§ **WHAT YOU HAVE TO DO**
Wherever the string "weight" turns up in the data, copy the whole line.
── ENTRIES SUPPLIED
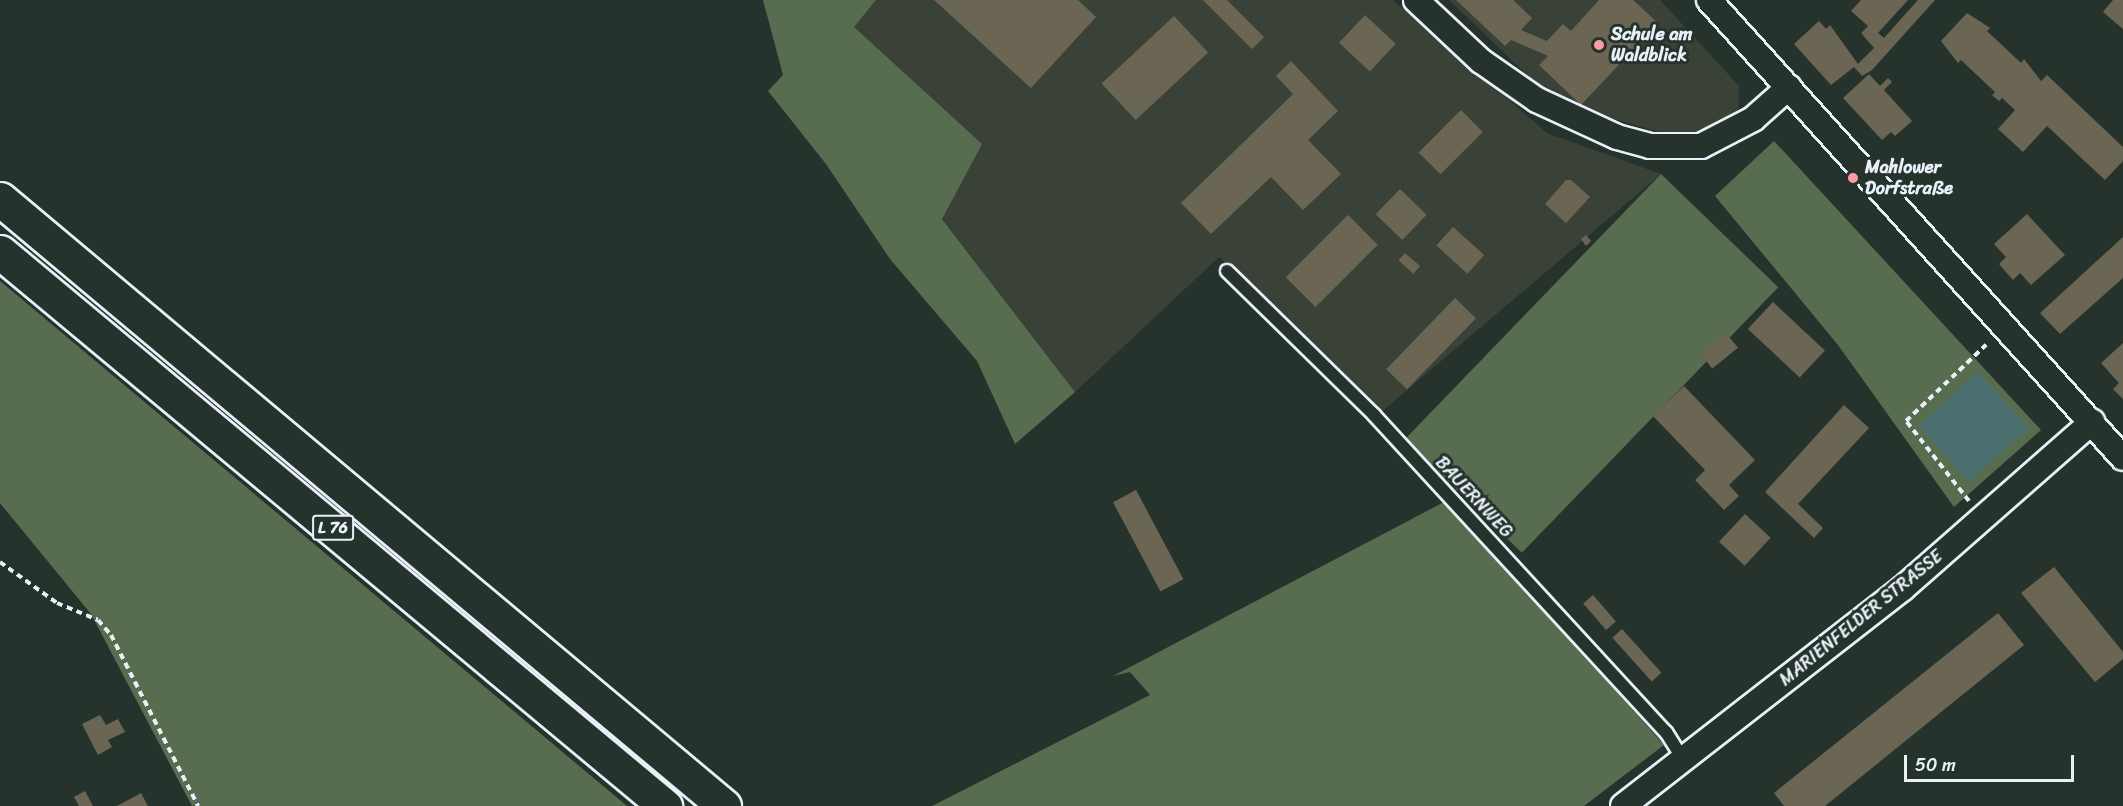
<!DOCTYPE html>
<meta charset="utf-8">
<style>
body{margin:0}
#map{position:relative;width:2123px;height:806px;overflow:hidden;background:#26332d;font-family:Sriracha,sans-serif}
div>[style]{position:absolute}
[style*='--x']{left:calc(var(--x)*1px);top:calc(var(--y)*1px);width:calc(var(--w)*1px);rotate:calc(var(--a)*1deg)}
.built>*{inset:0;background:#3a4238}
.green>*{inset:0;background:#586c50;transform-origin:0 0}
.water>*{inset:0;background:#4b706f;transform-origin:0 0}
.building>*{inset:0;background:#6a6653;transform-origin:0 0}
.path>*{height:4px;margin-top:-2px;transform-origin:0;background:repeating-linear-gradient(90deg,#e8f1f8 0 6px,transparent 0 10.5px)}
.roads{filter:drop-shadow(2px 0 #e8f1f8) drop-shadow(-2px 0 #e8f1f8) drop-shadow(0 2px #e8f1f8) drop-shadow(0 -2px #e8f1f8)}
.service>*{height:12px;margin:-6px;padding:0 6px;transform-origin:6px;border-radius:6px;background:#26332d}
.minor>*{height:24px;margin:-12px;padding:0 12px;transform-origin:12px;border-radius:12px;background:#26332d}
.primary>*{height:33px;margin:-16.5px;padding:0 16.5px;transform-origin:16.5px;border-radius:16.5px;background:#26332d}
.dots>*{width:16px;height:16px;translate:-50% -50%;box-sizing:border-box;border:3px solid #26332d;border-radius:50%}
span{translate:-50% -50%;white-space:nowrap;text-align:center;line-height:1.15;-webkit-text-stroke:6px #26332d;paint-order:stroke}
.shield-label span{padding:2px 4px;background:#26332d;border:2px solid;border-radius:4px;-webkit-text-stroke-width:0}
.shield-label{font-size:16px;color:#e8f1f8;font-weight:700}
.poi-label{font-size:18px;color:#e8f1f8;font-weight:700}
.left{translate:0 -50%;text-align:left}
.street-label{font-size:18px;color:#e8f1f8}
.scale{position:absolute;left:1904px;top:755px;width:170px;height:27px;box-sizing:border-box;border:3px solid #e8f1f8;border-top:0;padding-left:8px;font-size:18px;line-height:21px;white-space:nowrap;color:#e8f1f8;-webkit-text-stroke:4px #26332d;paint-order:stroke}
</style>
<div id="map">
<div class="built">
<div style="clip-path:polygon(876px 0,1393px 0,1547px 133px,1661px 174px,1380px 413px,1219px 257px,1075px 392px,942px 218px,854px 27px)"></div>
<div style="clip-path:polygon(1449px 0,1660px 0,1739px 86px,1738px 110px,1699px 143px,1603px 116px,1543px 90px)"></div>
</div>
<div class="green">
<div style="clip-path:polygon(763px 0,876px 0,854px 27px,982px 144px,942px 219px,1075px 392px,1015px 444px,977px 361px,890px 259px,826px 164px,768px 91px,783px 75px)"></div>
<div style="clip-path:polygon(1774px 141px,2041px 430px,1954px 507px,1838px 345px,1715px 196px)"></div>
<div style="left:1661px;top:174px;width:163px;height:369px;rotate:44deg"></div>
<div style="clip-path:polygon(0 281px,627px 806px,192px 806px,91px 614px,0 503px)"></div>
<div style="clip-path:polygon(1446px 501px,1664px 745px,1584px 806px,932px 806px,1150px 695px,1130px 672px,1113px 676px)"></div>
</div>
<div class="water">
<div style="left:1978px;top:372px;width:75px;height:80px;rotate:48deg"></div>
</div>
<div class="building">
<div style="clip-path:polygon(934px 0,1078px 0,1096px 17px,1031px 88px)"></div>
<div style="clip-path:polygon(1203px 0,1227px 0,1264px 37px,1252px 49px)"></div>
<div style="clip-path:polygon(1456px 0,1513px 0,1532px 18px,1521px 30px,1547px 41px,1563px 24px,1571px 31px,1599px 0,1633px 0,1658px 23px,1581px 105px,1539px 65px,1548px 56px,1511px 40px,1505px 46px)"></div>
<div style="clip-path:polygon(1861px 0,1908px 0,1878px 33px,1884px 38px,1918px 0,1935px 0,1872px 70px,1862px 76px,1854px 67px,1831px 85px,1794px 44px,1819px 21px,1826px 29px,1830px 25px,1858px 64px,1874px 48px,1861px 33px,1868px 26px,1851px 11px)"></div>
<div style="clip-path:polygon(2113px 0,2123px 0,2123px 29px,2103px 12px)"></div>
<div style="clip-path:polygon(1967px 13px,1990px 28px,1987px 31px,2021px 63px,2024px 59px,2041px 81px,2047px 75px,2123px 147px,2123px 161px,2105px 180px,2047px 126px,2023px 152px,1998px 129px,2015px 110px,2002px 98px,1999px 101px,1992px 95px,1995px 92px,1961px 60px,1958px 63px,1941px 41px)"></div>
<div style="left:1365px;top:15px;width:42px;height:38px;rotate:43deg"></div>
<div style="left:1174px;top:16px;width:50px;height:99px;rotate:47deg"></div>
<div style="clip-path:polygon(1291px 61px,1338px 111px,1308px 140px,1341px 174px,1303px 210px,1271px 177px,1211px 234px,1181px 203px,1293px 94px,1276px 76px)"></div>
<div style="clip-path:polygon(1869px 74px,1880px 86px,1888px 78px,1892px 82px,1884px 90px,1912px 121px,1895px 136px,1891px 132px,1882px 140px,1843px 98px)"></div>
<div style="left:1461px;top:110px;width:31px;height:60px;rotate:45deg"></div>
<div style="clip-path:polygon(1566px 180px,1571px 180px,1590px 197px,1566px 223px,1545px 204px)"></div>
<div style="left:1400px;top:189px;width:37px;height:35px;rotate:44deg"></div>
<div style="clip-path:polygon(2027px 214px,2065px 255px,2031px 285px,2020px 273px,2013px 280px,1999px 264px,2006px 257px,1994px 244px)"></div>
<div style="left:1348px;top:215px;width:42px;height:88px;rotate:45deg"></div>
<div style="left:1453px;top:227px;width:42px;height:25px;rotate:42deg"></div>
<div style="clip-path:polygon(1586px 235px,1591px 241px,1586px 246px,1581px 239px)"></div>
<div style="clip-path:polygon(2123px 237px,2123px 278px,2060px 334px,2040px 313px)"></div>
<div style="left:1405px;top:253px;width:20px;height:10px;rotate:41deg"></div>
<div style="left:1455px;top:298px;width:29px;height:99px;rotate:44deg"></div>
<div style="left:1773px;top:302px;width:71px;height:37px;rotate:43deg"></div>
<div style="left:1726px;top:333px;width:19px;height:33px;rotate:51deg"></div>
<div style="clip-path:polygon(2123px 343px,2123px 399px,2113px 389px,2119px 383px,2101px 363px)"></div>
<div style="clip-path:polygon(1684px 386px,1755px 460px,1729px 485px,1739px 496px,1724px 510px,1695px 480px,1705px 470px,1653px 416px)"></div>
<div style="clip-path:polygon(1844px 405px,1869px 428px,1798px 504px,1823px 528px,1814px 538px,1765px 492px)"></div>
<div style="left:1136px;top:490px;width:101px;height:26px;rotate:62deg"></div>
<div style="left:1745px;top:514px;width:35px;height:38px;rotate:43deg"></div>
<div style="clip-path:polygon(2054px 567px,2123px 652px,2123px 659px,2095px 682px,2021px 593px)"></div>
<div style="left:1593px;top:595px;width:35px;height:13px;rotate:49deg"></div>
<div style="clip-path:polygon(1998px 613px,2024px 645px,1825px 806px,1784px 806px,1774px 793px)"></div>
<div style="left:1622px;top:629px;width:59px;height:13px;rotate:48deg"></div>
<div style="clip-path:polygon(100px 715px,106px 725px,118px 719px,125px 732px,108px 740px,112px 747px,98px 755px,82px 724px)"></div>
<div style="clip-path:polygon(85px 791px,93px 806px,79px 806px,74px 797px)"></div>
<div style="clip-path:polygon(141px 793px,148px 806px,117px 806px)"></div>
</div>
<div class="path">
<div style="--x:1969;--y:501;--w:102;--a:-128.2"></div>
<div style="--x:1906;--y:421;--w:115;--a:-43.6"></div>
<div style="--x:0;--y:562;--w:70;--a:35.7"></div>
<div style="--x:57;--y:603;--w:44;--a:22.5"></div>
<div style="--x:98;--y:620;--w:20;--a:49"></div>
<div style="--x:111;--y:635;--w:192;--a:63"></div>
</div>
<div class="roads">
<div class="service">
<div style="--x:1227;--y:271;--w:206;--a:44.4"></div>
<div style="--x:1374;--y:415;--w:431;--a:47.4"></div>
<div style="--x:1666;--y:732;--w:32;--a:58"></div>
</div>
<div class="minor">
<div style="--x:1416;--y:0;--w:89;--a:43.2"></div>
<div style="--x:1481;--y:61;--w:68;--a:34.9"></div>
<div style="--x:1537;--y:100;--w:88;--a:24.8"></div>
<div style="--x:1617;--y:137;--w:34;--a:15"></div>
<div style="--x:1650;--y:146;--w:51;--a:0"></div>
<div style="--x:1701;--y:146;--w:59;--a:-27.4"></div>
<div style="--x:1753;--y:119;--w:48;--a:-41.6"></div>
<div style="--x:1709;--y:0;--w:617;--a:47.89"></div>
<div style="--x:1623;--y:806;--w:355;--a:-37.9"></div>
<div style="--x:1903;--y:588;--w:252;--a:-41.3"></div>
</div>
<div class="primary">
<div style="--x:0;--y:199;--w:945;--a:39.98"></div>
<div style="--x:0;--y:252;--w:866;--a:39.8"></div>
</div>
</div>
<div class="dots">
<div style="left:1599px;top:45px;background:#ff9aa2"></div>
<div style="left:1853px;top:178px;background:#ff9aa2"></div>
</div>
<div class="shield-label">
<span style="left:333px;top:528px">L 76</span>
</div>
<div class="poi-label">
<span class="left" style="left:1611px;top:45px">Schule am<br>Waldblick</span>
<span class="left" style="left:1865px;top:178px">Mahlower<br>Dorfstraße</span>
</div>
<div class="street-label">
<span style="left:1474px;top:497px;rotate:47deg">BAUERNWEG</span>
<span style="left:1861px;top:618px;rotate:-39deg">MARIENFELDER STRASSE</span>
</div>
<div class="scale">50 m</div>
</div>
────
§ **ANSWER TO THIS EXERCISE**
.shield-label{font-size:16px;color:#e8f1f8;font-weight:700}
.poi-label{font-size:18px;color:#e8f1f8;font-weight:700}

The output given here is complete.